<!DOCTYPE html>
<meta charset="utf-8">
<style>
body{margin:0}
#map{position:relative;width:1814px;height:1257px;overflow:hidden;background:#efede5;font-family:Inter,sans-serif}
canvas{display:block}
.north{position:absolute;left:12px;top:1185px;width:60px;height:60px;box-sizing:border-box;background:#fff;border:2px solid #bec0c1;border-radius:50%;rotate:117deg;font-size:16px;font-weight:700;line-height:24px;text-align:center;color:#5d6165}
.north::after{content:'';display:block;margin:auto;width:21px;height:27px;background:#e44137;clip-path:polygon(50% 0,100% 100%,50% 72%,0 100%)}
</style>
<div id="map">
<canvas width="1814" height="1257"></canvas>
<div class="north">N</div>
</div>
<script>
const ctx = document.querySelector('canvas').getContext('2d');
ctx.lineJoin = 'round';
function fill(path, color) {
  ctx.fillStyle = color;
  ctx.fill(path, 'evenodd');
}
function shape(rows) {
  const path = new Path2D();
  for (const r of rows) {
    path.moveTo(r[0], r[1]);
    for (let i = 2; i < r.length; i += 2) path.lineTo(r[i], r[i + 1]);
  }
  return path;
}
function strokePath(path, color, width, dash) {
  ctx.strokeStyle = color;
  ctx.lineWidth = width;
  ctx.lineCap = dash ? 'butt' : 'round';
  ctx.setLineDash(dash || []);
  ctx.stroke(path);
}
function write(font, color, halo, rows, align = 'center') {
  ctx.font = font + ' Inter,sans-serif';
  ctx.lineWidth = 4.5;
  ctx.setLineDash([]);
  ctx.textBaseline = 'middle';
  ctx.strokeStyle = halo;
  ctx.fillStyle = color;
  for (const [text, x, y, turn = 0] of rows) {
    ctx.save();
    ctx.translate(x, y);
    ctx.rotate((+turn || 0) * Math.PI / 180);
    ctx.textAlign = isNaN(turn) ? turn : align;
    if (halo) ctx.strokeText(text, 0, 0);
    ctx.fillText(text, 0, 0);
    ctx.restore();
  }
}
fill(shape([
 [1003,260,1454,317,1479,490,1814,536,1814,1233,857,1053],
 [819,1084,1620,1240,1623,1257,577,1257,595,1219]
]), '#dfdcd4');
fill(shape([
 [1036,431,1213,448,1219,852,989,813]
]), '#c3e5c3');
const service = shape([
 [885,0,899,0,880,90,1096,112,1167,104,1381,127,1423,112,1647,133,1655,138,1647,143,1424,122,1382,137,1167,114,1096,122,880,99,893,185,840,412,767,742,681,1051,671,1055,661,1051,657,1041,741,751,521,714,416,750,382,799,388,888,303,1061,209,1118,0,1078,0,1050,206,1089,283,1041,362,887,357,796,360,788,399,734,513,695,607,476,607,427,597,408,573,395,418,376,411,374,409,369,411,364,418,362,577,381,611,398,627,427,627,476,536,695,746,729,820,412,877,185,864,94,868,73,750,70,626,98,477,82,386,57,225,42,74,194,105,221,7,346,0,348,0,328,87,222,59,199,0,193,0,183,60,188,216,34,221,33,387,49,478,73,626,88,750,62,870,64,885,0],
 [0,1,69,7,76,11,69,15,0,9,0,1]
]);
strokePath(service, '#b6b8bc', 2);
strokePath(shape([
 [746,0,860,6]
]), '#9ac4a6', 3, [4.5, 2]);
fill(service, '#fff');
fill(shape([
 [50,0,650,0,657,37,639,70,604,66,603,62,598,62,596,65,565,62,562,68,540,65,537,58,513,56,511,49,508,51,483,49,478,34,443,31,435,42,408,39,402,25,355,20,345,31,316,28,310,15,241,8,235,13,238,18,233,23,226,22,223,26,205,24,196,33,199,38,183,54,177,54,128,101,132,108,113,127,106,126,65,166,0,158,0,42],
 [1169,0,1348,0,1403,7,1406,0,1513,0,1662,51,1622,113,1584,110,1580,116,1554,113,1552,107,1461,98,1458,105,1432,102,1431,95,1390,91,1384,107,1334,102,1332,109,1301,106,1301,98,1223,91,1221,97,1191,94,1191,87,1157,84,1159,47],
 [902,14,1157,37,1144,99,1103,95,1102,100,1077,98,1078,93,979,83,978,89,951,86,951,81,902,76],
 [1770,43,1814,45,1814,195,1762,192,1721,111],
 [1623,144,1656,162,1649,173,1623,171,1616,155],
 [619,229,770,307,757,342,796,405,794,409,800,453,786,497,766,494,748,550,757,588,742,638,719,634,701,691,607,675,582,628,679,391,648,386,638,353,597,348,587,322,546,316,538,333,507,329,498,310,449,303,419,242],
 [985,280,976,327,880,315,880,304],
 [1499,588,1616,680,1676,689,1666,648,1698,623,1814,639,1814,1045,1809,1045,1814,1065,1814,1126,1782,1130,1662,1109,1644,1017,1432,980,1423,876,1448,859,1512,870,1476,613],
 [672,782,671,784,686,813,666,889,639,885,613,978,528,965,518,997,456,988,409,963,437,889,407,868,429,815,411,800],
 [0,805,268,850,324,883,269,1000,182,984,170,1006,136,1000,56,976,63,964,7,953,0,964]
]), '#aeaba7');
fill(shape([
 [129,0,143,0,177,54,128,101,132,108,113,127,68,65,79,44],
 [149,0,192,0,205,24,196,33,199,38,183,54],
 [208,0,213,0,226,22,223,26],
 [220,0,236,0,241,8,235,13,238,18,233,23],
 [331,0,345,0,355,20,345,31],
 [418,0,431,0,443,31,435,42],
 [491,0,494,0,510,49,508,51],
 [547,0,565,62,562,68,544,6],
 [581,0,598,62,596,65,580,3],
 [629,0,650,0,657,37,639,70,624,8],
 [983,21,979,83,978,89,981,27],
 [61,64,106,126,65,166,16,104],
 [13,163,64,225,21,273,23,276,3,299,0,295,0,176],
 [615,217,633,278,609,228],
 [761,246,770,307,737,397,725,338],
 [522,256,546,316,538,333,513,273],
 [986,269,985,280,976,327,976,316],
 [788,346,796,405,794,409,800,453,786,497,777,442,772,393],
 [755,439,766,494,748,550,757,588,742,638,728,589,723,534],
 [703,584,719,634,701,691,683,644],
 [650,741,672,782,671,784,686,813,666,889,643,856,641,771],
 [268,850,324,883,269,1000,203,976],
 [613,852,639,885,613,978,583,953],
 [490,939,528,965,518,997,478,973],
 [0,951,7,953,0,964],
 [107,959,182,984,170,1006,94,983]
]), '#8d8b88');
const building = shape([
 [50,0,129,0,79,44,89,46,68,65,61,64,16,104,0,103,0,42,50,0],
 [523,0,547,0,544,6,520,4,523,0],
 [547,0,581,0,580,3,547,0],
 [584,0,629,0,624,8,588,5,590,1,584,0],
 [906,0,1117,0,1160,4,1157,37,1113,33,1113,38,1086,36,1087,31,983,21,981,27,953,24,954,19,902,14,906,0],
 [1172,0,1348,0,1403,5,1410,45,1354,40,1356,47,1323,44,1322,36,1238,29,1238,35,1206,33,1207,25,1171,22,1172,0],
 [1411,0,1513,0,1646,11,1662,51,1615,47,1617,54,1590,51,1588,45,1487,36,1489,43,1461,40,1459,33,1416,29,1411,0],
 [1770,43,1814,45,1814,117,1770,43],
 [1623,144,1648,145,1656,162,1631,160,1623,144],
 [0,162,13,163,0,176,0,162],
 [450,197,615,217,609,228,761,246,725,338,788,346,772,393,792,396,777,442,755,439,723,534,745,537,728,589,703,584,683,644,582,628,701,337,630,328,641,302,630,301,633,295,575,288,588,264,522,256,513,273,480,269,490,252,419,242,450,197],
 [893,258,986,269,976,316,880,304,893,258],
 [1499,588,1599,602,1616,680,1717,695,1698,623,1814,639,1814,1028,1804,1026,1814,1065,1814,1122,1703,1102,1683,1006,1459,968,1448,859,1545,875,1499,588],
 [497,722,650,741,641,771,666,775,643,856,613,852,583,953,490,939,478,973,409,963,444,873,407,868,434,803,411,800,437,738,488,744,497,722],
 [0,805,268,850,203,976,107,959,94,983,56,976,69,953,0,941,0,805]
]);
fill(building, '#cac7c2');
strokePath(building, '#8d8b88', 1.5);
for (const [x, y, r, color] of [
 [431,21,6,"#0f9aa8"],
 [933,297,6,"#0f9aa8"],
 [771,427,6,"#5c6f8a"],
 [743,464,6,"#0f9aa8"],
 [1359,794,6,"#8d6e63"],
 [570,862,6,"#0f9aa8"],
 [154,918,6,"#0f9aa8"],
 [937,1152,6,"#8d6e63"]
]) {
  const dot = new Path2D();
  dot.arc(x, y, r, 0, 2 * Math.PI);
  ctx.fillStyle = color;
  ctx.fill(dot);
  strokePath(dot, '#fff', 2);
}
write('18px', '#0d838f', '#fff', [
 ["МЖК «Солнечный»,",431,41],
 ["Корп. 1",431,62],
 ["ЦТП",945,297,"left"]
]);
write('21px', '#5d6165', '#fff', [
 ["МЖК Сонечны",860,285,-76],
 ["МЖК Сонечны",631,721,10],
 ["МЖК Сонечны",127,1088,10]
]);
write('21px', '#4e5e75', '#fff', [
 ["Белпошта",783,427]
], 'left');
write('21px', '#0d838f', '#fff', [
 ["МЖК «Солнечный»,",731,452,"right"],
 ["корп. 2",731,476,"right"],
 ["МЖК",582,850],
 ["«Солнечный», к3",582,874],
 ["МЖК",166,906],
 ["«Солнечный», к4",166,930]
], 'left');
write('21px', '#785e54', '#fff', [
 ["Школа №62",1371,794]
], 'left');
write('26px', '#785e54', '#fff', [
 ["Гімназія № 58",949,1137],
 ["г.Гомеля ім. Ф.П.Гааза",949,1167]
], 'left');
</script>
···
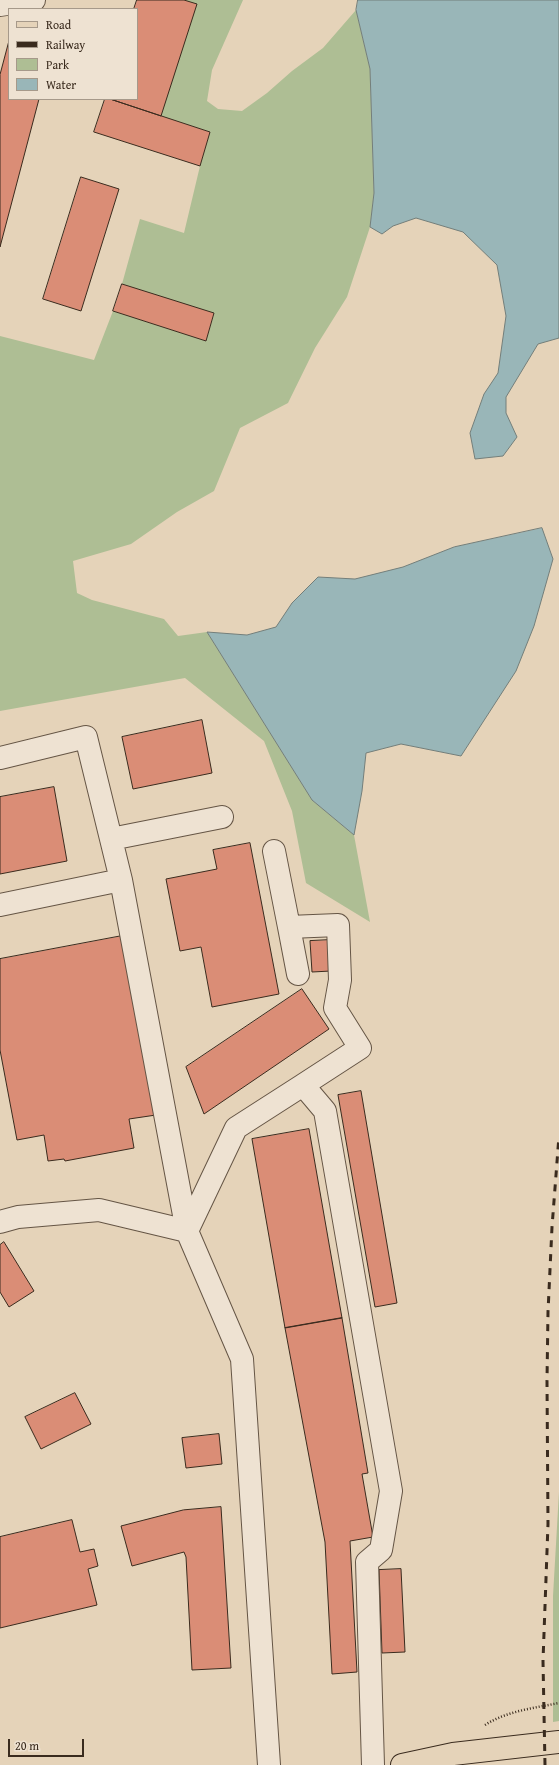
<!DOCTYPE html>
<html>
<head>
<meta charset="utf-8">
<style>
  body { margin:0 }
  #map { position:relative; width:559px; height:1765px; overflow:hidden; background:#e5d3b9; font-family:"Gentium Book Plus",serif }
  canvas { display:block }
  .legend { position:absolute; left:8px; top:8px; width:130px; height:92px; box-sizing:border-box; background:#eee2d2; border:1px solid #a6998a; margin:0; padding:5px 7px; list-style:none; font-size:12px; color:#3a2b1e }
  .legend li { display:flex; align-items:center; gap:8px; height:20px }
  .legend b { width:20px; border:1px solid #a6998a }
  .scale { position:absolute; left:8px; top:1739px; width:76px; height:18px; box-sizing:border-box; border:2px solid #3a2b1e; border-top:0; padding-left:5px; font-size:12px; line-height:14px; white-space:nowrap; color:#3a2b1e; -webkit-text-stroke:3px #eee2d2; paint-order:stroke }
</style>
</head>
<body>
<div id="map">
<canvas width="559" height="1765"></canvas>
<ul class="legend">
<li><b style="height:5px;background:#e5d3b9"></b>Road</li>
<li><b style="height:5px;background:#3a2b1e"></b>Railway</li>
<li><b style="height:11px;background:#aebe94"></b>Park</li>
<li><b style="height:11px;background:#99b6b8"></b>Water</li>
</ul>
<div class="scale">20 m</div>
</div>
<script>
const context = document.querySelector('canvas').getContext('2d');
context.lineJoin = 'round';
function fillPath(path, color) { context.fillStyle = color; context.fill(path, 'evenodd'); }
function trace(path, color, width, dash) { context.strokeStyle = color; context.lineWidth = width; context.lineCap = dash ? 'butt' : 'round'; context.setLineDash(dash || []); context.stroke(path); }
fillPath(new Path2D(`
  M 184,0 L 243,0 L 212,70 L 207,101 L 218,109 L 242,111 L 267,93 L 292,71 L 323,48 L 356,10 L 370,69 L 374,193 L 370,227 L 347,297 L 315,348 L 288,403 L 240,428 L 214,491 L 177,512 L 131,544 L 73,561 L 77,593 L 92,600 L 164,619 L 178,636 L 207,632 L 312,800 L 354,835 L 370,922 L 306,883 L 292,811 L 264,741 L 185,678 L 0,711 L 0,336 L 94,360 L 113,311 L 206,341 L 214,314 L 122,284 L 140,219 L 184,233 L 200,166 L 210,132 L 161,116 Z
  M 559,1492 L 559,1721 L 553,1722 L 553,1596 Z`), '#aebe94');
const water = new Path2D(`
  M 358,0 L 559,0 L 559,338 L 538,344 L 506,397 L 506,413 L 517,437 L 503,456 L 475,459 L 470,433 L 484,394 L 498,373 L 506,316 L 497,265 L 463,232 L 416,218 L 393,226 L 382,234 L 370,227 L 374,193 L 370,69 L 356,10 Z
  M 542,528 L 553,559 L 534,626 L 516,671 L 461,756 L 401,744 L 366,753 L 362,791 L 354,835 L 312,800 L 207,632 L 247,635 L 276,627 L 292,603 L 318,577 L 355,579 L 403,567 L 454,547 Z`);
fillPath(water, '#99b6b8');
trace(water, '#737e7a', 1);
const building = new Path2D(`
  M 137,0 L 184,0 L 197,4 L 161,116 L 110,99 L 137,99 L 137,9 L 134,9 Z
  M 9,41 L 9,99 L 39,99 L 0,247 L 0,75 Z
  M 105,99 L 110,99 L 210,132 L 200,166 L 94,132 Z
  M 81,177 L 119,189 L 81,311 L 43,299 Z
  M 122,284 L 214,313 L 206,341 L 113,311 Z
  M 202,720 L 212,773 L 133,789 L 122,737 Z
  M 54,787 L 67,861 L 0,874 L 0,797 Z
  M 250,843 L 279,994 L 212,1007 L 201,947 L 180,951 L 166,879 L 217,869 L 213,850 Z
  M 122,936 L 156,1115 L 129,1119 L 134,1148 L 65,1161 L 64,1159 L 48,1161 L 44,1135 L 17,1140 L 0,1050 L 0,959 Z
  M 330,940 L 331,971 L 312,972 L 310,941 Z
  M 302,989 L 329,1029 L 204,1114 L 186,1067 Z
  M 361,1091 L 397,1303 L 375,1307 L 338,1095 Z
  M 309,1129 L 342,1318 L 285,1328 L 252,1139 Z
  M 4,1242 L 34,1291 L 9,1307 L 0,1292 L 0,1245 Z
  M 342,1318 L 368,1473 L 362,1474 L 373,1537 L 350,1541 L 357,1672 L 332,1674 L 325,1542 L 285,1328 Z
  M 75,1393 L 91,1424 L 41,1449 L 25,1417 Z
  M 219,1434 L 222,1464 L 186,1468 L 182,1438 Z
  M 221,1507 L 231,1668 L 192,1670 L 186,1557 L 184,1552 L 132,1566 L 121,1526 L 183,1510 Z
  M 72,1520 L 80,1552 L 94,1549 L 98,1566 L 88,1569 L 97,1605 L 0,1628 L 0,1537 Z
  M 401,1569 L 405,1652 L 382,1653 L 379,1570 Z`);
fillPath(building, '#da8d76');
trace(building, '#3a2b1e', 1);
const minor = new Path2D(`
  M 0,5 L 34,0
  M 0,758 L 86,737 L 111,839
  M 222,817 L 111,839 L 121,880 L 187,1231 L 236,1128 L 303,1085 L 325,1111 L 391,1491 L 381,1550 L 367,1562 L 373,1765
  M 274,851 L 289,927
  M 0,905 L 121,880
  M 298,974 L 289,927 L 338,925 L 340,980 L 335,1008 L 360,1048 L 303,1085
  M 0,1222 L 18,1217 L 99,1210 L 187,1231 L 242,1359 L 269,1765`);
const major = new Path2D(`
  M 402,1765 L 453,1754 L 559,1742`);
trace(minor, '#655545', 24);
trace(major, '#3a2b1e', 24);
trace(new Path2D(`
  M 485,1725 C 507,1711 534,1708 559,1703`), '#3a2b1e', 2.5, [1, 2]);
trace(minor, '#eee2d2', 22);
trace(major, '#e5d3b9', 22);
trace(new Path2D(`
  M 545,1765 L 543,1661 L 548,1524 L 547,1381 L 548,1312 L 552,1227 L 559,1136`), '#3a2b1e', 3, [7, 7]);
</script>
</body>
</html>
···
** PROMPT **
Using the data above, reproduce exactly the lines from the line that contains "ctx.fill(path, 'evenodd');" through the line that contains "[1036,431,1213,448,1219,852,989,813]", including both.

** RESULT **
  ctx.fill(path, 'evenodd');
}
function shape(rows) {
  const path = new Path2D();
  for (const r of rows) {
    path.moveTo(r[0], r[1]);
    for (let i = 2; i < r.length; i += 2) path.lineTo(r[i], r[i + 1]);
  }
  return path;
}
function strokePath(path, color, width, dash) {
  ctx.strokeStyle = color;
  ctx.lineWidth = width;
  ctx.lineCap = dash ? 'butt' : 'round';
  ctx.setLineDash(dash || []);
  ctx.stroke(path);
}
function write(font, color, halo, rows, align = 'center') {
  ctx.font = font + ' Inter,sans-serif';
  ctx.lineWidth = 4.5;
  ctx.setLineDash([]);
  ctx.textBaseline = 'middle';
  ctx.strokeStyle = halo;
  ctx.fillStyle = color;
  for (const [text, x, y, turn = 0] of rows) {
    ctx.save();
    ctx.translate(x, y);
    ctx.rotate((+turn || 0) * Math.PI / 180);
    ctx.textAlign = isNaN(turn) ? turn : align;
    if (halo) ctx.strokeText(text, 0, 0);
    ctx.fillText(text, 0, 0);
    ctx.restore();
  }
}
fill(shape([
 [1003,260,1454,317,1479,490,1814,536,1814,1233,857,1053],
 [819,1084,1620,1240,1623,1257,577,1257,595,1219]
]), '#dfdcd4');
fill(shape([
 [1036,431,1213,448,1219,852,989,813]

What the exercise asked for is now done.